Crossed products by finite cyclic group actions with the tracial Rokhlin property

TL;DR

This paper introduces the tracial Rokhlin property for finite cyclic group actions on certain C*-algebras, showing how it preserves tracial rank zero in crossed products and applying it to classify noncommutative tori.

Contribution

It defines the tracial Rokhlin property for cyclic group actions, compares it with Izumi's Rokhlin property, and applies these concepts to classify higher dimensional noncommutative tori.

Findings

Crossed products preserve tracial rank zero under certain conditions.

Examples show differences between tracial Rokhlin and Rokhlin properties.

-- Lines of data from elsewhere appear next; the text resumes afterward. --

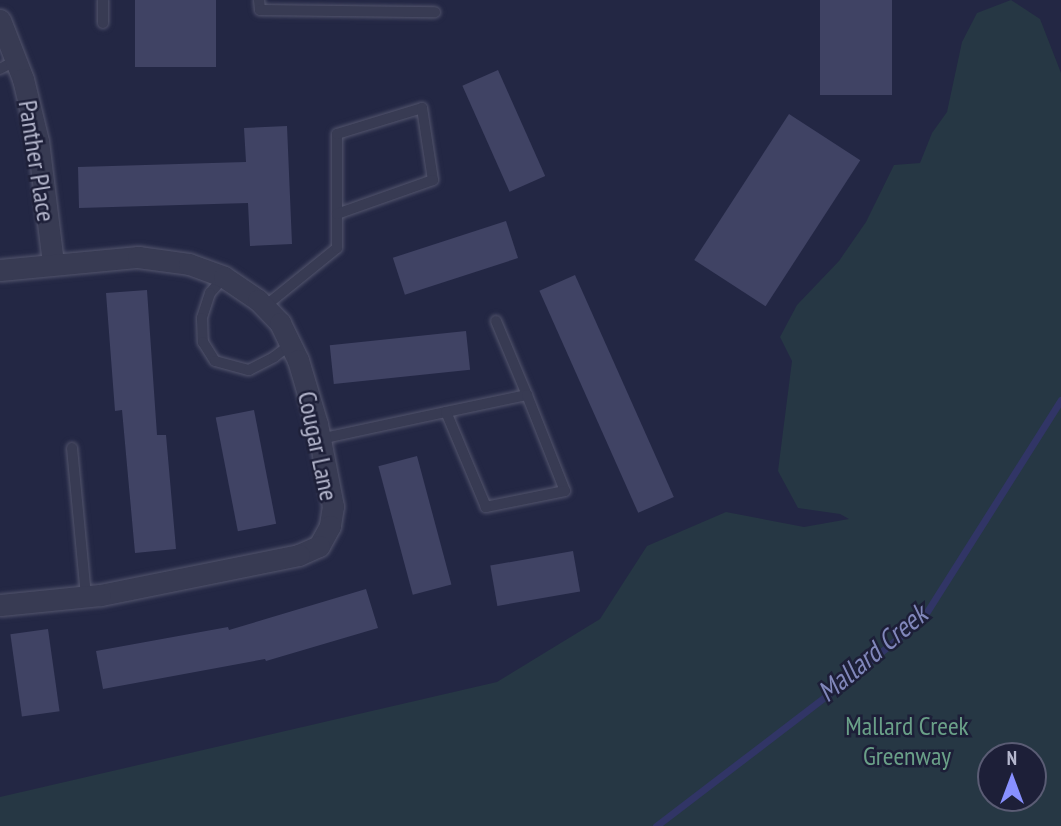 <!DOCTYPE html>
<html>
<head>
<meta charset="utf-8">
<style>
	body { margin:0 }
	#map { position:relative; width:1061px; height:826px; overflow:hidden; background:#232744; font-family:"PT Sans Narrow",sans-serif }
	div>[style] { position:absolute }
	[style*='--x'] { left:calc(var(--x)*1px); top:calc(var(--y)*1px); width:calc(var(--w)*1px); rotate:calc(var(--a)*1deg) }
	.green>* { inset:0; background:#263744 }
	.stream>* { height:7px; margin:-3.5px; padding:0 3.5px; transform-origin:3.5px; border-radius:3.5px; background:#313566 }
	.building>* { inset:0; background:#404364; transform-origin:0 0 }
	.roads { filter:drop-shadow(0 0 2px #53556d) drop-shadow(0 0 2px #53556d) }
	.service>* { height:10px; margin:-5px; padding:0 5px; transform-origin:5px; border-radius:5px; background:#383b53 }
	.minor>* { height:21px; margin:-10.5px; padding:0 10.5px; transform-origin:10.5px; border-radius:10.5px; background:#383b53 }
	span { translate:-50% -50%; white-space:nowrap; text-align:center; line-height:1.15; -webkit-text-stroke:5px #1d1f38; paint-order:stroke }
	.street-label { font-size:26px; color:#b5b7cd }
	.park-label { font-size:26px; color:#6aa088 }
	.water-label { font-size:28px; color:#8187bb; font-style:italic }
	.north { position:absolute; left:977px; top:742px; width:70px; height:70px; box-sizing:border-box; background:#1d1f38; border:2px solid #5a5c74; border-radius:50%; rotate:0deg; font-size:19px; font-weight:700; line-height:28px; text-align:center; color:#b5b7cd }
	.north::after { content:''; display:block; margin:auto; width:24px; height:32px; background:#8890ff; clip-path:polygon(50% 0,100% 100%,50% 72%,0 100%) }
</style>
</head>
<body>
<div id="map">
	<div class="green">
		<div style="clip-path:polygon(evenodd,1011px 0,1040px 19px,1061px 73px,1061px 826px,0 826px,0 797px,497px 682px,600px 619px,647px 546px,726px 512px,804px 527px,849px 519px,840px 514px,798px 508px,778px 471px,792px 361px,780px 337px,797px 305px,839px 261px,866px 222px,894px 165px,920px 163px,932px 133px,947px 112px,962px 42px,977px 13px,1011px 0,991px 756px,1033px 756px,1033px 798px,991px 798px,991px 756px)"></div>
	</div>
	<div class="stream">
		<div style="--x:656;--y:826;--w:230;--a:-37.4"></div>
		<div style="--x:839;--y:686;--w:108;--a:-39"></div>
		<div style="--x:923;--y:618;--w:258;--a:-57.7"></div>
	</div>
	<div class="building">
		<div style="left:135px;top:0;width:81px;height:67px"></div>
		<div style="left:820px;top:0;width:72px;height:95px"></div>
		<div style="left:498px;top:70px;width:116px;height:39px;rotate:66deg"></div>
		<div style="left:789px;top:114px;width:85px;height:174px;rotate:33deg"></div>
		<div style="clip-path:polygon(287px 126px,292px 244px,250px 246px,248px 203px,79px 208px,78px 167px,246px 162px,244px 128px)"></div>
		<div style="left:506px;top:221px;width:39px;height:119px;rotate:72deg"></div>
		<div style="left:575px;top:275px;width:243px;height:39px;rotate:66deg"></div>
		<div style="clip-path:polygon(147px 290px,157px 435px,166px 435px,176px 549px,135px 553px,122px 410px,115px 411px,106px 293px)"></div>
		<div style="left:466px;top:331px;width:39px;height:137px;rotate:84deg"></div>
		<div style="left:254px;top:410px;width:116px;height:39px;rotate:79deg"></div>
		<div style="left:417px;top:456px;width:133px;height:40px;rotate:75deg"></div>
		<div style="left:573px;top:551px;width:41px;height:84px;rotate:80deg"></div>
		<div style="clip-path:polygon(366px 589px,378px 628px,266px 661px,265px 659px,103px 689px,96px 651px,228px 627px,229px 630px)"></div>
		<div style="left:48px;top:629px;width:83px;height:38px;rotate:82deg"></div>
	</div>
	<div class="roads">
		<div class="service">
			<div style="--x:103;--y:0;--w:23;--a:90"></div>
			<div style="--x:259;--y:0;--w:10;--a:84"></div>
			<div style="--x:260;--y:10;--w:175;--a:0.7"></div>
			<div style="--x:0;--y:69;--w:18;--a:-29"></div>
			<div style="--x:224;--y:277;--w:21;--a:131"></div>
			<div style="--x:210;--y:293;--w:26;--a:108"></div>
			<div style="--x:202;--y:318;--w:24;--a:88"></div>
			<div style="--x:203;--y:342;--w:22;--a:58"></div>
			<div style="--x:215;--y:361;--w:35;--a:15"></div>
			<div style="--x:249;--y:370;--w:28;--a:-27"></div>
			<div style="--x:274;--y:357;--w:21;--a:-37"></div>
			<div style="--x:264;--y:307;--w:94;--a:-38.9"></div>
			<div style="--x:337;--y:248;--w:114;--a:-90"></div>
			<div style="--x:337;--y:134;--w:89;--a:-17"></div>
			<div style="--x:422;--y:108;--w:73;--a:81.3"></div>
			<div style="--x:433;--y:180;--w:102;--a:160.5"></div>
			<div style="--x:496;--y:321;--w:80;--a:67.3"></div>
			<div style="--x:320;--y:439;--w:129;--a:-12.1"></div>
			<div style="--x:446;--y:412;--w:83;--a:-11.9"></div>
			<div style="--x:527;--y:395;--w:103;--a:68.4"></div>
			<div style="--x:565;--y:491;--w:81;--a:168.6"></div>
			<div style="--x:486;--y:507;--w:103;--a:-112.8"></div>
			<div style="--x:72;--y:448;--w:150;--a:84.6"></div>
		</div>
		<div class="minor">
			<div style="--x:0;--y:20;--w:63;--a:68.7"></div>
			<div style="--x:23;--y:79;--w:64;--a:76.4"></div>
			<div style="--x:38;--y:141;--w:124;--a:83"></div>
			<div style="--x:0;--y:270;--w:139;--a:-5.4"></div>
			<div style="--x:138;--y:257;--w:51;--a:7.8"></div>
			<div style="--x:189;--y:264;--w:37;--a:20"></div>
			<div style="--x:224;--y:277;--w:41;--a:34.1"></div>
			<div style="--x:258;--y:300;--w:32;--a:46"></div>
			<div style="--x:280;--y:323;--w:41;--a:64.1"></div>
			<div style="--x:298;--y:360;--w:67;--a:73.5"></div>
			<div style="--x:317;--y:424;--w:84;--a:79"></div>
			<div style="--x:333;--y:506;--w:20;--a:99"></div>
			<div style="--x:330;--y:526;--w:23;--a:119"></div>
			<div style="--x:319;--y:546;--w:22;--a:156"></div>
			<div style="--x:299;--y:555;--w:203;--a:168.6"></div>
			<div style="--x:100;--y:595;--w:100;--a:174.3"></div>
		</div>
	</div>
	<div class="street-label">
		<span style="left:37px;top:161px;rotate:81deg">Panther Place</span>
		<span style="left:318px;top:446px;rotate:78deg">Cougar Lane</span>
	</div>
	<div class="park-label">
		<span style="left:907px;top:741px">Mallard Creek<br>Greenway</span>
	</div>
	<div class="water-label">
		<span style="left:872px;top:653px;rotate:-40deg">Mallard Creek</span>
	</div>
	<div class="north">N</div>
</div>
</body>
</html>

Every simple higher dimensional noncommutative torus is an AT algebra.

Abstract

We define the tracial Rokhlin property for actions of finite cyclic groups on stably finite simple unital C*-algebras. We prove that when the algebra is in addition simple and has tracial rank zero, then the crossed product again has tracial rank zero. Under a kind of weak approximate innerness assumption and one other technical condition, we prove that if the action has the the tracial Rokhlin property and the crossed product has tracial rank zero, then the original algebra has tracial rank zero. We give examples showing how the tracial Rokhlin property differs from the Rokhlin property of Izumi. We use these results, together with work of Elliott-Evans and Kishimoto, to give an inductive proof that every simple higher dimensional noncommutative torus is an AT algebra. We further prove that the crossed product of every simple higher dimensional noncommutative torus by the flip is an AF algebra, and that the crossed products of irrational rotation algebras by the standard actions of the cyclic groups of orders 3, 4, and 6 are simple AH algebras with real rank zero.